- Record set:

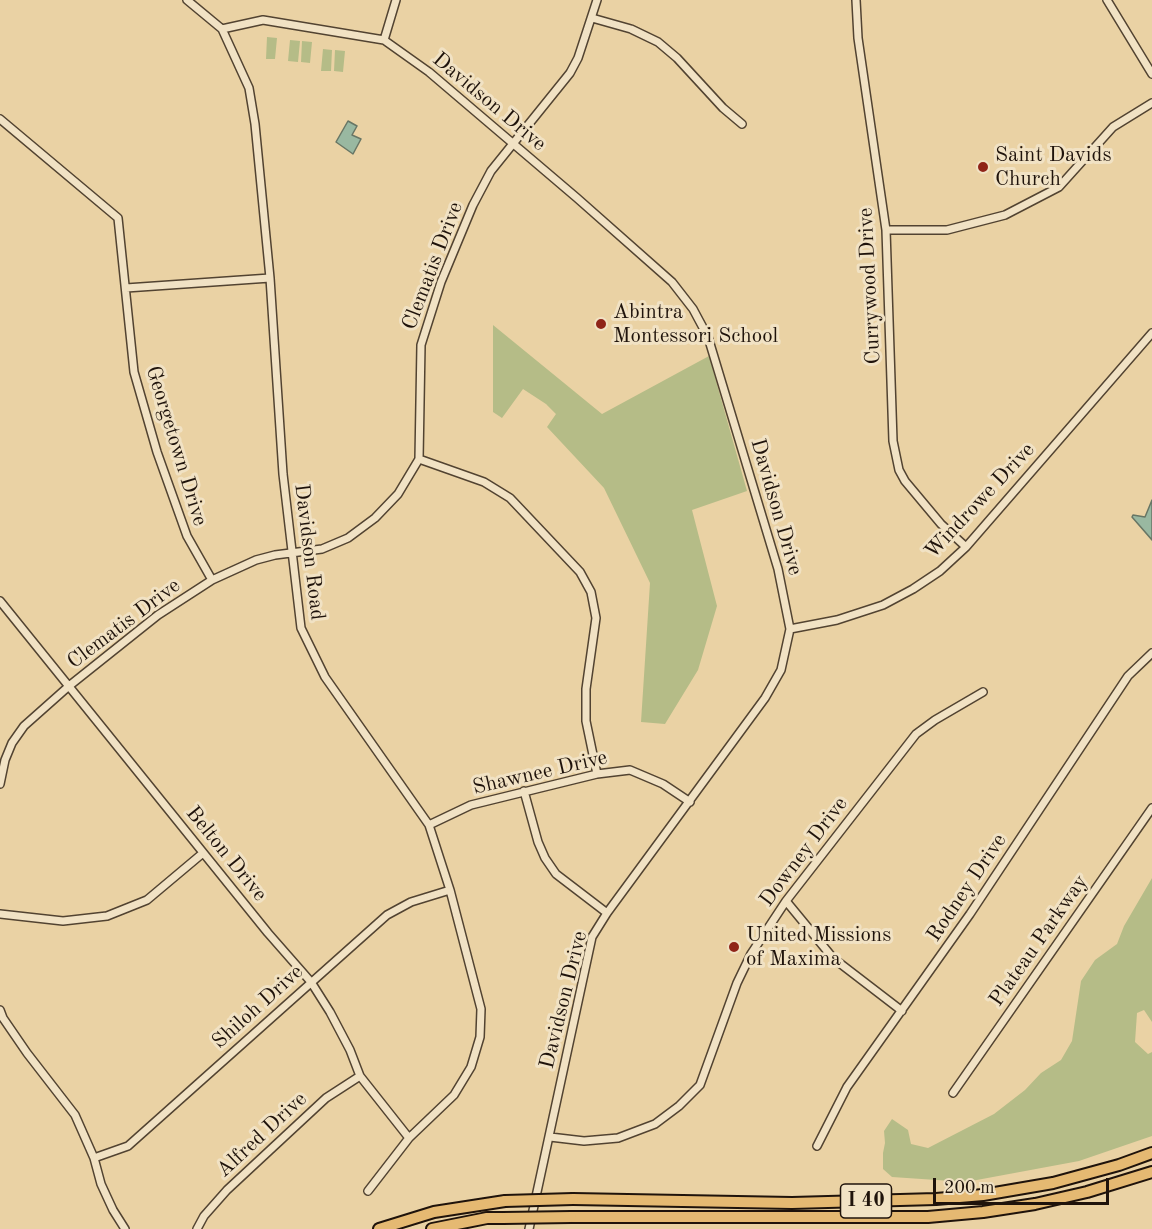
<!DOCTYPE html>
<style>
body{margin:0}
#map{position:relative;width:1152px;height:1229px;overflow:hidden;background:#ead2a4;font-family:"Old Standard TT",serif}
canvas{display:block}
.scale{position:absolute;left:933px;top:1178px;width:176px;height:27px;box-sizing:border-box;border:3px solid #1f130b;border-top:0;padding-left:8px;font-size:18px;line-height:21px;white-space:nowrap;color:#1f130b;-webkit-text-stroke:4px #f1e2c4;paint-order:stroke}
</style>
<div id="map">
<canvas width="1152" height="1229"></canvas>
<div class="scale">200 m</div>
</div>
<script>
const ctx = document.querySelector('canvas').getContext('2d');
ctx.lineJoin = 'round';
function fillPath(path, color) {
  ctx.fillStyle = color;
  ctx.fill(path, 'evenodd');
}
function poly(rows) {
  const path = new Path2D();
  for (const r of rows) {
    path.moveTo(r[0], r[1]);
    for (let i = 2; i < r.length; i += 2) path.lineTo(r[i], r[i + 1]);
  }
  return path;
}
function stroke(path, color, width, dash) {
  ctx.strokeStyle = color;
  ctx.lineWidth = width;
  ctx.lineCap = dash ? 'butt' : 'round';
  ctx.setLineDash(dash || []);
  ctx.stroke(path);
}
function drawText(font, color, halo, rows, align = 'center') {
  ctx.font = font + ' "Old Standard TT",serif';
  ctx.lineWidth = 6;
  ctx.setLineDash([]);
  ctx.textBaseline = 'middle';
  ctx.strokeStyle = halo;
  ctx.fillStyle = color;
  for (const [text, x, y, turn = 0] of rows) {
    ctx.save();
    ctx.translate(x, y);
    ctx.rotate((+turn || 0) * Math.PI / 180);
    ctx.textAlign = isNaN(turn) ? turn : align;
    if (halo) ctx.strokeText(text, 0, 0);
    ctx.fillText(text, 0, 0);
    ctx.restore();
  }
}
fillPath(poly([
 [267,37,277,38,275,59,266,59],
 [290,40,300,41,298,62,288,61],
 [302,41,312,42,310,63,301,62],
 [323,49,332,50,331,71,321,71],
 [335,50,345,51,343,72,334,71],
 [493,325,602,414,709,356,747,491,692,510,717,606,698,670,665,724,641,722,650,583,604,488,547,427,556,414,546,404,523,389,502,418,493,412],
 [1152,878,1152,1022,1144,1010,1137,1013,1135,1042,1148,1054,1152,1052,1152,1136,1079,1161,966,1182,892,1177,883,1169,883,1153,885,1143,884,1131,892,1119,908,1130,911,1144,928,1148,994,1114,1025,1090,1041,1073,1061,1060,1072,1041,1081,981,1095,960,1117,944,1124,926]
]), '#b5bc87');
const water = poly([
 [348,121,357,126,352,135,361,139,353,154,336,142,348,121],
 [1152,500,1152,540,1132,517,1133,515,1145,517,1152,500]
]);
fillPath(water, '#99b8a1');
stroke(water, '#687665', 1.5);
const minor = poly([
 [187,0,222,29,249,88,255,124,270,278,283,474,301,628,325,677,429,825,450,890,481,1009,480,1037,471,1067,454,1095,409,1138,368,1191],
 [856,0,858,38,886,230,893,441,899,470,905,481,941,524,966,547],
 [1107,0,1152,74],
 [592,18,631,29,658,42,677,58,723,108,742,124],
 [222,29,263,20,384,40,429,72,577,198,672,282,693,309,708,337,778,569,790,629,781,670,765,698,607,913,592,937,529,1229],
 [384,40,396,0],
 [0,119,118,218,134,372,157,452,187,536,212,580],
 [886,230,947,230,1005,215,1059,187,1113,127,1152,103],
 [126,288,270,278],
 [419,459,484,482,510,498,580,572,591,592,596,618,586,689,586,721,597,774],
 [0,601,268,933,311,982,330,1012,350,1050,360,1076,409,1138],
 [790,629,837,620,883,605,913,589,940,571,966,547,1152,333],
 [0,784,5,760,12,743,24,726,69,686,158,615,212,580,256,560,275,555,322,549,348,538,375,518,398,494,419,459,421,345,441,282,473,205,491,171,570,73,578,58,597,0],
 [524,791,538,842,545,858,556,874,607,913],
 [429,825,471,805,597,774,630,770,663,784,690,802],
 [786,901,833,958,902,1011],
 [0,914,63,921,107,916,147,900,203,853],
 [0,1010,3,1018,27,1053,75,1115,94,1158,101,1184,113,1210,125,1229],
 [953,1093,1152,808],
 [550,1137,584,1141,618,1138,655,1124,679,1106,700,1085,737,983,751,954,786,901,916,734,935,720,983,692],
 [817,1146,847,1087,970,914,1128,676,1152,653],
 [94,1158,128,1146,387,915,411,902,450,890],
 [197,1229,204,1216,227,1190,326,1098,360,1076]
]);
const highway = poly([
 [573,1199,792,1203,936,1199,983,1195,1053,1183,1119,1165,1152,1153],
 [571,1217,928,1217,983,1212,1035,1204,1087,1192,1152,1172],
 [379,1229,434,1212,505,1201],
 [432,1229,487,1218,503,1218]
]);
stroke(minor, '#524331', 10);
stroke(highway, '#1f130b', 14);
stroke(minor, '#f1e2c4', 7);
stroke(highway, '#e5b972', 10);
const highwayBridge = poly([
 [505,1201,573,1199],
 [503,1218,571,1217]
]);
stroke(highwayBridge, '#1f130b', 14, []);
stroke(highwayBridge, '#e5b972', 10);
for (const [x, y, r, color] of [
 [983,167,6,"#8f2418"],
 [601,324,6,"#8f2418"],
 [734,947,6,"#8f2418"]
]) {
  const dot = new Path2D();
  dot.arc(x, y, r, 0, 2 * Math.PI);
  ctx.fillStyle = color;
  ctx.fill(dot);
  stroke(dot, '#f1e2c4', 2);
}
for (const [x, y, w] of [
 [866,1201,51]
]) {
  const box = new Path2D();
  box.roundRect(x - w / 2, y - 17, w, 34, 4.5);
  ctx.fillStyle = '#f1e2c4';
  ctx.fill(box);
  stroke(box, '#1f130b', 1.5);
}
drawText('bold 20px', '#1f130b', null, [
 ["I 40",866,1201]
]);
drawText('21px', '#1f130b', '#f1e2c4', [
 ["Davidson Drive",489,102,40],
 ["Clematis Drive",433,266,-69],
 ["Currywood Drive",870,286,-93],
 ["Georgetown Drive",176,446,73],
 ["Windrowe Drive",980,501,-47],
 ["Davidson Drive",776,507,74],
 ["Davidson Road",309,552,83],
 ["Clematis Drive",124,624,-37],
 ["Shawnee Drive",540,773,-13],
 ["Downey Drive",804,852,-53],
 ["Belton Drive",226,854,51],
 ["Rodney Drive",967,888,-56],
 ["Plateau Parkway",1039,941,-55],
 ["Davidson Drive",564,1000,-76],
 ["Shiloh Drive",258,1007,-42],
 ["Alfred Drive",262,1135,-43]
]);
drawText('21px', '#1f130b', '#f1e2c4', [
 ["Saint Davids",995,155],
 ["Church",995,179],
 ["Abintra",613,312],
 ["Montessori School",613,336],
 ["United Missions",746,935],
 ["of Maxima",746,959]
], 'left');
</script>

- Aim of the exercise: Tell how many lines above contain the word "strokeStyle". Nothing but the number is needed.

- Task solution: 2